___ Information provided ___

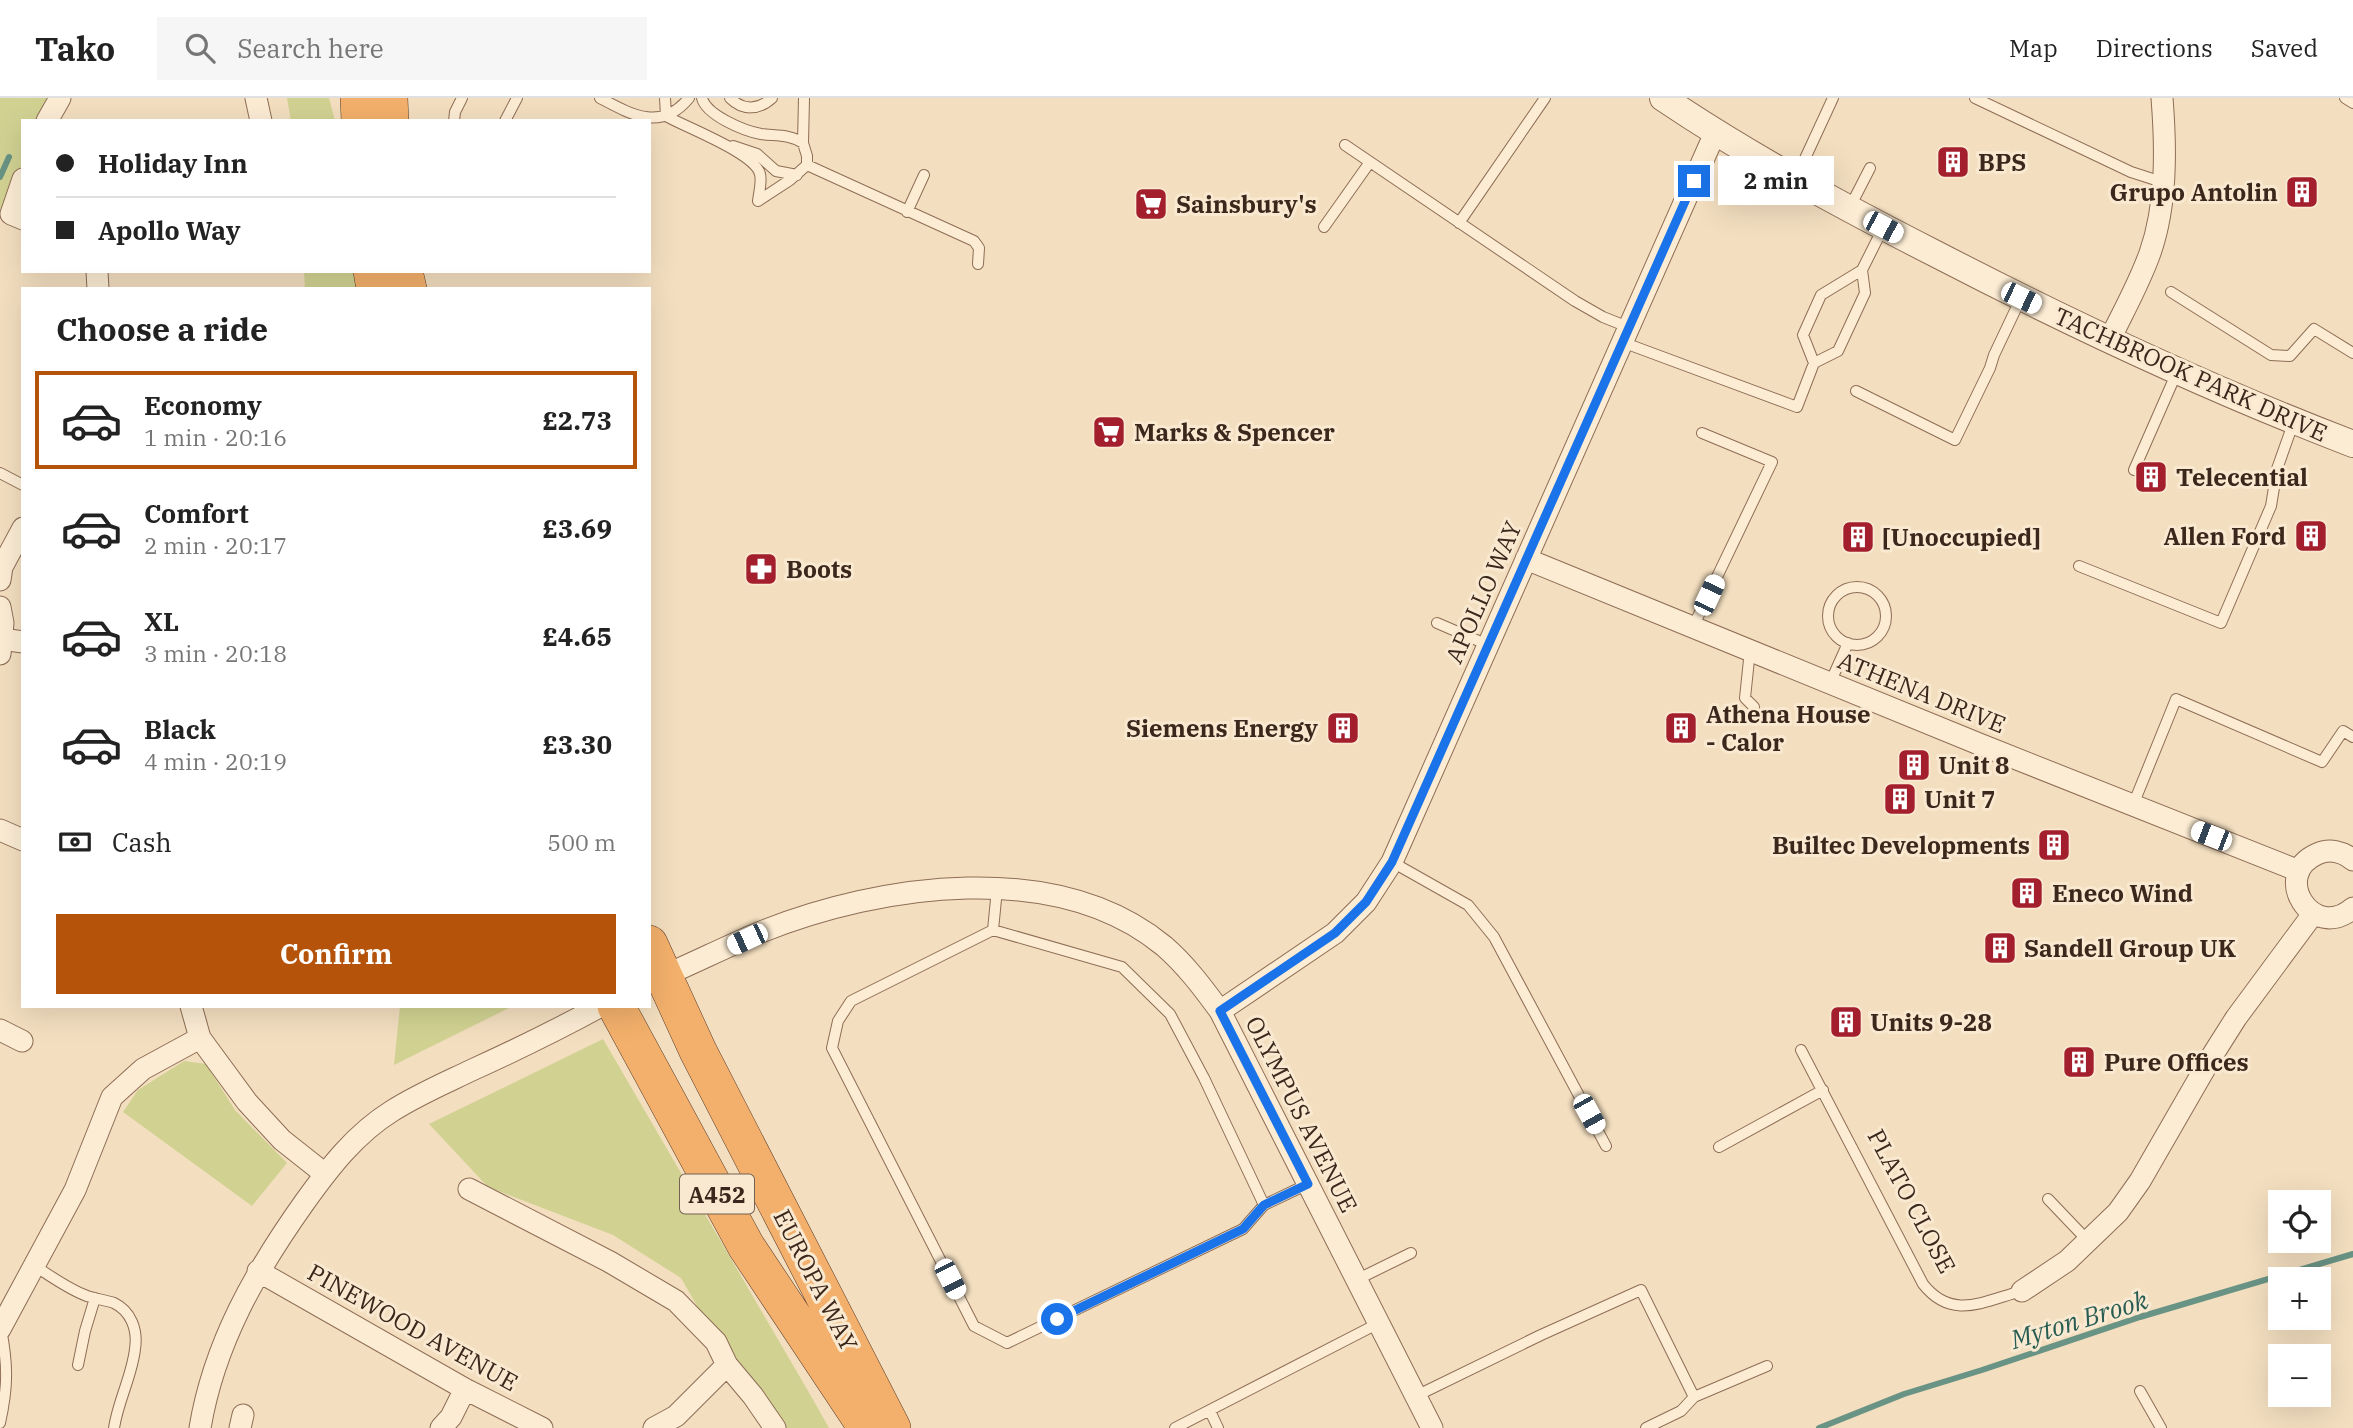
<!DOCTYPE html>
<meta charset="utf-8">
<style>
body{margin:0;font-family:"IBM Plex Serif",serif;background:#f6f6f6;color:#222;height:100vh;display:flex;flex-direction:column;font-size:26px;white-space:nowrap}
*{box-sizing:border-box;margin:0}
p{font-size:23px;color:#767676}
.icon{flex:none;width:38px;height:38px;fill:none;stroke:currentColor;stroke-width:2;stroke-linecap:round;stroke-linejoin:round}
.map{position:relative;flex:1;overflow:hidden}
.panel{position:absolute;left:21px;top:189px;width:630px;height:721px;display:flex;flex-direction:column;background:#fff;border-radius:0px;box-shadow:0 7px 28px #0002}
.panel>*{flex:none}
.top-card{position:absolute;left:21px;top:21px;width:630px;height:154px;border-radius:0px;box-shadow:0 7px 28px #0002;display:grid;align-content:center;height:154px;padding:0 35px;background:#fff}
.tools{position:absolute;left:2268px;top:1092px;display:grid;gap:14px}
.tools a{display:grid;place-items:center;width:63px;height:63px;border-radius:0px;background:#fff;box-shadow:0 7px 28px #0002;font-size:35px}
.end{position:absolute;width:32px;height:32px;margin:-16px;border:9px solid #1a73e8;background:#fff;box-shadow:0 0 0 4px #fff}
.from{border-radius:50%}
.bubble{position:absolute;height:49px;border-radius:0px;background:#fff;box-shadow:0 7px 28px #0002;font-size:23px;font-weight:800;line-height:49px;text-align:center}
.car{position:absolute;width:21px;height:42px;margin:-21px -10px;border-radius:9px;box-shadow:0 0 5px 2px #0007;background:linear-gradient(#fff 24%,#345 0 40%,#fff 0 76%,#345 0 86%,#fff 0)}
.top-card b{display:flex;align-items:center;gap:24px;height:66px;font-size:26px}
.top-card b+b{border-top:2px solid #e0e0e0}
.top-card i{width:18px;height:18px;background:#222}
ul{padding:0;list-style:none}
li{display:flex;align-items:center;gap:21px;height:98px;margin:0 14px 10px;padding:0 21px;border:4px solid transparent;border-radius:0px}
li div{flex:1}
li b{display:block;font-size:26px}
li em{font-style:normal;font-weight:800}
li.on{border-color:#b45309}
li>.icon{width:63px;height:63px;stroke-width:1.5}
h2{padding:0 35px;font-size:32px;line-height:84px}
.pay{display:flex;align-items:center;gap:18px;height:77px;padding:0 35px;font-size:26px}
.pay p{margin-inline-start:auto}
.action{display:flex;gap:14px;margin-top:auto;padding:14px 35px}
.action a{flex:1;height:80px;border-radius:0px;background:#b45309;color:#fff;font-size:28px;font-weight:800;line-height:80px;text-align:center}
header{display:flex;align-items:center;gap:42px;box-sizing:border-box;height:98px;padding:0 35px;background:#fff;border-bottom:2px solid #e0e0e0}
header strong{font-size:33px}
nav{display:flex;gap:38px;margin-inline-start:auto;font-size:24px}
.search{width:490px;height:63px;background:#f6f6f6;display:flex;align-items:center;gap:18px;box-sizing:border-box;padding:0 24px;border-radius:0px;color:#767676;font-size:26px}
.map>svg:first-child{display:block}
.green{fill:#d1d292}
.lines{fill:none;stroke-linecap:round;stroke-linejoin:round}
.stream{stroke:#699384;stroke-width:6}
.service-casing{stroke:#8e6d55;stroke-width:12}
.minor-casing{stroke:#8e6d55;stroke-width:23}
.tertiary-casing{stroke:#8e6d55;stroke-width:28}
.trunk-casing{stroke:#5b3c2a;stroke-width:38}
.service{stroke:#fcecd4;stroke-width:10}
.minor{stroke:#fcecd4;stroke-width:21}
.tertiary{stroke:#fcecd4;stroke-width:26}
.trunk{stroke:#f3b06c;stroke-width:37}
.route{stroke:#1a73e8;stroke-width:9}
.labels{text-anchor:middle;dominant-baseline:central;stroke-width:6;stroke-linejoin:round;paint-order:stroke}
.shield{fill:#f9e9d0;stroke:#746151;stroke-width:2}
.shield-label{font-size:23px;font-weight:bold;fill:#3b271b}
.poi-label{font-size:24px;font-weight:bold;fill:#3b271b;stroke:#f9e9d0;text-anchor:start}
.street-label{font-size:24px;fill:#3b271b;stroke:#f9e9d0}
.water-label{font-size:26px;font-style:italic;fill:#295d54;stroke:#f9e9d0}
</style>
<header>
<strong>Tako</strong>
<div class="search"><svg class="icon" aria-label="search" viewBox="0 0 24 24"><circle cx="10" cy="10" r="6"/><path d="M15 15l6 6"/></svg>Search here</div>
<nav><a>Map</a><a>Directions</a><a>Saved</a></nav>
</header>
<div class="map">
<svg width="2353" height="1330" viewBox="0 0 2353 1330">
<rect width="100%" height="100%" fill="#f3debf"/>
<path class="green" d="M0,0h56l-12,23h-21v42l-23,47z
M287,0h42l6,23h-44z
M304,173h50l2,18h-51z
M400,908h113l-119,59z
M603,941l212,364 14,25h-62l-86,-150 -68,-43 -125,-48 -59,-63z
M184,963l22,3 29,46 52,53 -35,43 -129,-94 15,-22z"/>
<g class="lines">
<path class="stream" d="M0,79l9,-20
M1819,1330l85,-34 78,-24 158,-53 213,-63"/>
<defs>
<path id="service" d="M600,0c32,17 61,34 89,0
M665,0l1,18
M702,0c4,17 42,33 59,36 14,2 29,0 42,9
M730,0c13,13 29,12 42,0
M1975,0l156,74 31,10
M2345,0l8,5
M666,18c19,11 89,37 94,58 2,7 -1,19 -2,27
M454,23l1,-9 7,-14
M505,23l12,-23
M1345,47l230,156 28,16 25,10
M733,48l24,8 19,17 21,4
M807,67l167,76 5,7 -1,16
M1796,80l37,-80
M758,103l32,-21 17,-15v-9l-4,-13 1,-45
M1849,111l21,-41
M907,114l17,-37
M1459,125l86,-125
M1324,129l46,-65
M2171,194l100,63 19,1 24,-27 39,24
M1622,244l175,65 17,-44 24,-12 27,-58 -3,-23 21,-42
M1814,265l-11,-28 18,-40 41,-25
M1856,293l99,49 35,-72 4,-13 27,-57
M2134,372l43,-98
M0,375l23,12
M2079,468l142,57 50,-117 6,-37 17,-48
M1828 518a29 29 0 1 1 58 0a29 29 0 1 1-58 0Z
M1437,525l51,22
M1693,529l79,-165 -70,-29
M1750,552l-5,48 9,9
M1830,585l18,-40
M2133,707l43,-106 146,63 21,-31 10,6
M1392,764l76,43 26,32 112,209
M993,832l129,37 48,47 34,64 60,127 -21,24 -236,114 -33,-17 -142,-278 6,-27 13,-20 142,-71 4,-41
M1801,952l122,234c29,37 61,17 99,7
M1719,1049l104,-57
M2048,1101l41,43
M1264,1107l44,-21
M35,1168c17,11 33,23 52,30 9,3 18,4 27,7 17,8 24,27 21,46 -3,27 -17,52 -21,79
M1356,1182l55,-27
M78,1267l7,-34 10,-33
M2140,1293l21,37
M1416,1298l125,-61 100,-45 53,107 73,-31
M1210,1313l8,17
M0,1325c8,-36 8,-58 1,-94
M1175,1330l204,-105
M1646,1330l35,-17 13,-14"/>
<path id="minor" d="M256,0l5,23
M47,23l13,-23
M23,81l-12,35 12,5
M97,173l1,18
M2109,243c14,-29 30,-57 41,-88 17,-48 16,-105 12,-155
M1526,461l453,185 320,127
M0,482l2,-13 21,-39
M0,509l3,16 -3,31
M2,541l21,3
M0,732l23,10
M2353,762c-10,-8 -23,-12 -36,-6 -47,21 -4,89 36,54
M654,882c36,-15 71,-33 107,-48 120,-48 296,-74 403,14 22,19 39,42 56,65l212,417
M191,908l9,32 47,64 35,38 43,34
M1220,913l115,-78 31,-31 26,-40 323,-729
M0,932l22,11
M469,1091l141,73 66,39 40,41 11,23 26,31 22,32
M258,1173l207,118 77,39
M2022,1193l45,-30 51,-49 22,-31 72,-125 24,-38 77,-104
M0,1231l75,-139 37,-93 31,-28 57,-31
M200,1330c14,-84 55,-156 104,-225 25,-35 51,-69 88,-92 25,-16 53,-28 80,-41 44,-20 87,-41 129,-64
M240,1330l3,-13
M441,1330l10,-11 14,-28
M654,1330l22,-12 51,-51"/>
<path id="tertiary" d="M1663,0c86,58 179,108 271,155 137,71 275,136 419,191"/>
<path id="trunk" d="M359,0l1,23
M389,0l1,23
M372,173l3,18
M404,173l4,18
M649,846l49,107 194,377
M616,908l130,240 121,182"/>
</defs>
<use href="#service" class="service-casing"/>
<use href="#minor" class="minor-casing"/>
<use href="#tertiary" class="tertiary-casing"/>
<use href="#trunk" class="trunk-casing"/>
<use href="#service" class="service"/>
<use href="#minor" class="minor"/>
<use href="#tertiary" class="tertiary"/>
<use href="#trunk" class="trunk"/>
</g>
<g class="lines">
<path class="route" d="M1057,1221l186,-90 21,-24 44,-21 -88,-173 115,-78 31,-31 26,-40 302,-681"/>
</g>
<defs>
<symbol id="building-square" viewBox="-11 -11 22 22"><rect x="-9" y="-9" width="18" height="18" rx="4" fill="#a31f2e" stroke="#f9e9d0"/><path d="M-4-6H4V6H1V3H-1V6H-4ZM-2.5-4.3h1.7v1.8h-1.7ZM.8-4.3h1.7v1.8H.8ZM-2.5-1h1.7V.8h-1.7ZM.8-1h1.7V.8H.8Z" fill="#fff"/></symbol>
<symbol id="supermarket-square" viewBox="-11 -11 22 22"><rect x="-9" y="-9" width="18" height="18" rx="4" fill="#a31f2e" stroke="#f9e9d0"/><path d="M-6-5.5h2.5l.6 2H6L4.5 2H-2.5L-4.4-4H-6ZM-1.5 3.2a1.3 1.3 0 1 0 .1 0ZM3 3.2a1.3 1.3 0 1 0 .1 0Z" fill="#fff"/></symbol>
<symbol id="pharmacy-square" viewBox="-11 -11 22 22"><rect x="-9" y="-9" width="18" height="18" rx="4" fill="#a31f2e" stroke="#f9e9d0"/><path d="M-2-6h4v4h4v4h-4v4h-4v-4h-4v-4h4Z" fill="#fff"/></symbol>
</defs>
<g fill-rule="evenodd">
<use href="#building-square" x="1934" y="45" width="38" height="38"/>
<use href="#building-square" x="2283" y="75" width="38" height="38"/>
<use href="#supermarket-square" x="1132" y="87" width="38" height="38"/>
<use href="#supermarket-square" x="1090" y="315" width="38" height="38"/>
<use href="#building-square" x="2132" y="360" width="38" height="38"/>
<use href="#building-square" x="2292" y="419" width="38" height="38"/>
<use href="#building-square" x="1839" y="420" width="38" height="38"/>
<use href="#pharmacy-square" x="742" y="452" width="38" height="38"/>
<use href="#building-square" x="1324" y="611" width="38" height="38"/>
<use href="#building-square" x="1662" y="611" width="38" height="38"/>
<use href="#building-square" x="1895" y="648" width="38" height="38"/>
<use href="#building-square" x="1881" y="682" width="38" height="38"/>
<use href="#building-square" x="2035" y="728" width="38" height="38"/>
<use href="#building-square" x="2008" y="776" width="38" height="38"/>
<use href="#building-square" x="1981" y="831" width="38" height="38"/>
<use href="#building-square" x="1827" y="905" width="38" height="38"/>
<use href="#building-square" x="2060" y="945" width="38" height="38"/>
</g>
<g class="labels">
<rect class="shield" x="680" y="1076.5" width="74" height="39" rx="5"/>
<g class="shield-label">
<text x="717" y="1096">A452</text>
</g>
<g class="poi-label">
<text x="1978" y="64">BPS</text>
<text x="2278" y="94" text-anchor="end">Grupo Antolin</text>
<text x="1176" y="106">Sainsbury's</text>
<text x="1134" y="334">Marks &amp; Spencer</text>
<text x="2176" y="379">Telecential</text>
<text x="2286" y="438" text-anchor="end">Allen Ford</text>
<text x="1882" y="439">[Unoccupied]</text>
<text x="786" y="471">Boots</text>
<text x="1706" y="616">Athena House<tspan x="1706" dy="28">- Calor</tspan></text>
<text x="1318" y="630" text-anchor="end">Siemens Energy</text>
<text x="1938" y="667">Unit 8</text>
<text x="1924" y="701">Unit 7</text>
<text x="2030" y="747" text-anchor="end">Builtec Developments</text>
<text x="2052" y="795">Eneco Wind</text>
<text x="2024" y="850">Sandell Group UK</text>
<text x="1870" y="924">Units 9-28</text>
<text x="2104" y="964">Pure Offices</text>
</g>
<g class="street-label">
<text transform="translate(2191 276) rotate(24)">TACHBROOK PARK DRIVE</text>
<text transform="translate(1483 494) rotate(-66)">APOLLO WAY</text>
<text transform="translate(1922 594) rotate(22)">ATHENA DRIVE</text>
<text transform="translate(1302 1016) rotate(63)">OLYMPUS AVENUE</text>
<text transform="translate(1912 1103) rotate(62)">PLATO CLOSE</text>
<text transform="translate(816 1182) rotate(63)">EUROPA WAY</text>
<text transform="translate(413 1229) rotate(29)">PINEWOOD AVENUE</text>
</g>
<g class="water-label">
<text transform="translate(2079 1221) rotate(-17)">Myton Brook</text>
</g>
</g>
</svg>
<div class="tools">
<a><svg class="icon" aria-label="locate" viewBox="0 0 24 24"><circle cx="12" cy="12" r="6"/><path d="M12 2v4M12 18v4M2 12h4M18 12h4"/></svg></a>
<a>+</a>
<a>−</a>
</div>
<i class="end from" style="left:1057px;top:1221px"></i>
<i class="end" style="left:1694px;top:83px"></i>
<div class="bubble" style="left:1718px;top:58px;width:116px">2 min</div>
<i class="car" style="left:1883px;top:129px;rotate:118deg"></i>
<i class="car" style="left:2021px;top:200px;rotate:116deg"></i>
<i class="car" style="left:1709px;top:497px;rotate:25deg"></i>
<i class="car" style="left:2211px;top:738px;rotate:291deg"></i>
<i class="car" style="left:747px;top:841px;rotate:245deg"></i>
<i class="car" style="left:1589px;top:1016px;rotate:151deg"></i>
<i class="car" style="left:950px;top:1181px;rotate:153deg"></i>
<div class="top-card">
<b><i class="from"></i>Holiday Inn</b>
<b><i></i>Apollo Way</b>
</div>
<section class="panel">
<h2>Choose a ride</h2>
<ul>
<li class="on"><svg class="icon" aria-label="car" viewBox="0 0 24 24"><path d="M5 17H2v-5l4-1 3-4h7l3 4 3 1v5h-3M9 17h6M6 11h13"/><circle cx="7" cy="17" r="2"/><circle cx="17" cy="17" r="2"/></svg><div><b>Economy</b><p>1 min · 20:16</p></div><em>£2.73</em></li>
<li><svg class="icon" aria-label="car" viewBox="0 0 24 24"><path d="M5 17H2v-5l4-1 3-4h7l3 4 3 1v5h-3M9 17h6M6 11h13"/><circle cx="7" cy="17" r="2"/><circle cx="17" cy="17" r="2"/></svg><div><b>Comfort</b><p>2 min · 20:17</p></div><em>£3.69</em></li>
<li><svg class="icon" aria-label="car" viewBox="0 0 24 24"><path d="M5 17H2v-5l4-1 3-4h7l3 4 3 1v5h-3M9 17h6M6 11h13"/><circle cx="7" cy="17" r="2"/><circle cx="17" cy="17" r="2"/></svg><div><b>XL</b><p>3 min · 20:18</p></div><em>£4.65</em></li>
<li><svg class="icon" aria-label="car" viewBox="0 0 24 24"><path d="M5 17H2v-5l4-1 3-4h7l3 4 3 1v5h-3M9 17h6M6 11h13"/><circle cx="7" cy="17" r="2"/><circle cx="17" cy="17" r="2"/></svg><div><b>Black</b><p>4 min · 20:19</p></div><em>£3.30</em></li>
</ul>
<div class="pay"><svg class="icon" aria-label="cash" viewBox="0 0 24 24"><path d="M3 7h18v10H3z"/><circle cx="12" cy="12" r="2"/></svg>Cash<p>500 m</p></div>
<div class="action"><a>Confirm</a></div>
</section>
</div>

___

* Your objective *
Scan the data, and report each line that uses the word "bubble".

* Task response *
.bubble{position:absolute;height:49px;border-radius:0px;background:#fff;box-shadow:0 7px 28px #0002;font-size:23px;font-weight:800;line-height:49px;text-align:center}
<div class="bubble" style="left:1718px;top:58px;width:116px">2 min</div>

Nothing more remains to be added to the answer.